La adrenalina también llega hasta el techo cuando uno de nuestros planes cambia de imprevisto y nos vemos rodeados de enemigos, ese momento es cuando la comunicación con nuestros compañeros (sea la AI o reales) es vital, ya que son ellos quienes nos pondrán al tanto si el objetivo está huyendo. En ese momento dejaremos de pensar en el caos a nuestro alrededor y tomaremos el primer vehículo para comenzar la persecución que prolongará el nivel de tensión hasta completar la misión.

A medida que pasan las horas el juego se vuelve algo repetitivo, una vez que experimentamos la misma situación con los mismos resultados, las misiones, incluso la interacción con nuestro equipo y la historia se vuelve algo monótona. Por eso uno de los grandes beneficios de esto es que no hace falta derrocar a todos los integrantes de Santa Blanca para ir por “El Sueño”. No importa si tomas la ruta más directa hasta el jefe de la organización o decides ir por el camino más largo enfrentando a cada uno de sus tenientes, durante todo el camino enfrentaremos una enorme variedad de personajes, personalidades que habitan en el enorme mundo de Santa Blanca.

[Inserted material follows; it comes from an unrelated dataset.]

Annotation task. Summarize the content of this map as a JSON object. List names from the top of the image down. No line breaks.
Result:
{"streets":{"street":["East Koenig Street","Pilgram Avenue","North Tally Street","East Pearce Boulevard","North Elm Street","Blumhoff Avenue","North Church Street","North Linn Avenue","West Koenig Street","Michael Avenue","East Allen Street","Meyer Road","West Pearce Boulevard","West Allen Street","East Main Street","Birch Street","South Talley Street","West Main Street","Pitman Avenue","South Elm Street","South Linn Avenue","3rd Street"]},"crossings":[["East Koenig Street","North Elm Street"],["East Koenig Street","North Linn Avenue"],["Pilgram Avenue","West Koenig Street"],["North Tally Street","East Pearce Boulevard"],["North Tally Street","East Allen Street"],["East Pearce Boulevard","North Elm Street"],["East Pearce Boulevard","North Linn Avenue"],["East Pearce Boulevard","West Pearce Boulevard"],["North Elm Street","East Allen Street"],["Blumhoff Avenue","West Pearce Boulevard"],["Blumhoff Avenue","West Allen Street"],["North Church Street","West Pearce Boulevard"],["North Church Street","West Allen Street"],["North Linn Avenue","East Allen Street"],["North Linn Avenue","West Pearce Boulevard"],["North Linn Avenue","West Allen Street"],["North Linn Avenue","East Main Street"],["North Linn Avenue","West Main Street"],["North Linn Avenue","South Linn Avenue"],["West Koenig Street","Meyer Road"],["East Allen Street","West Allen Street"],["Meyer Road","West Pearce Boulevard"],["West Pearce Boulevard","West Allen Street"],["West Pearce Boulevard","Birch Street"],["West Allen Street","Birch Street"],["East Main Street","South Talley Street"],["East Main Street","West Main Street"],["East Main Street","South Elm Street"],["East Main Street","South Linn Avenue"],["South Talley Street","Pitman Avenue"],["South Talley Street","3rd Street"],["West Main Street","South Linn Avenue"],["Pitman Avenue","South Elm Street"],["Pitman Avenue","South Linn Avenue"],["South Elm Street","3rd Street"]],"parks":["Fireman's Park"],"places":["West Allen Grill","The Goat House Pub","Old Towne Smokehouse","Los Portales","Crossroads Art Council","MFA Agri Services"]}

Uno de los puntos más altos del juego llega de la mano del co-op. Ya sea que nos metamos nosotros en la historia de alguien o alguien se una a nuestra partida, es el momento en el que realmente sentimos la libertad que nos da este mundo abierto. Si bien jugando en solitario podemos ordenar a nuestros otros tres compañeros dónde ir, qué hacer y cuándo. Jugando con otras personas se añade un componente de imprevisibilidad que lo hace todo más real, y mucho más divertido.

Por tratarse de la segunda incursión de la saga Clancy en un open world y el grado de ambición del proyecto podemos concluir que el juego cumple con sus expectativas, pero se diluye en su enormidad. Ofrece una gran experiencia como shooter táctico, muchas horas de entretenimiento para probar diferentes estrategias en solitario, o preferentemente con amigos. Lamentablemente el juego no cuenta con una proyección a largo plazo como The Division o Destiny ya que el fin es aniquilar a Santa Blanca, una misión que tiene fin. La adrenalina de las primeras misiones se pierde con la repetición y el inmenso mapa termina volviéndose un laberinto del que no nos interesa descubrir todos sus rincones.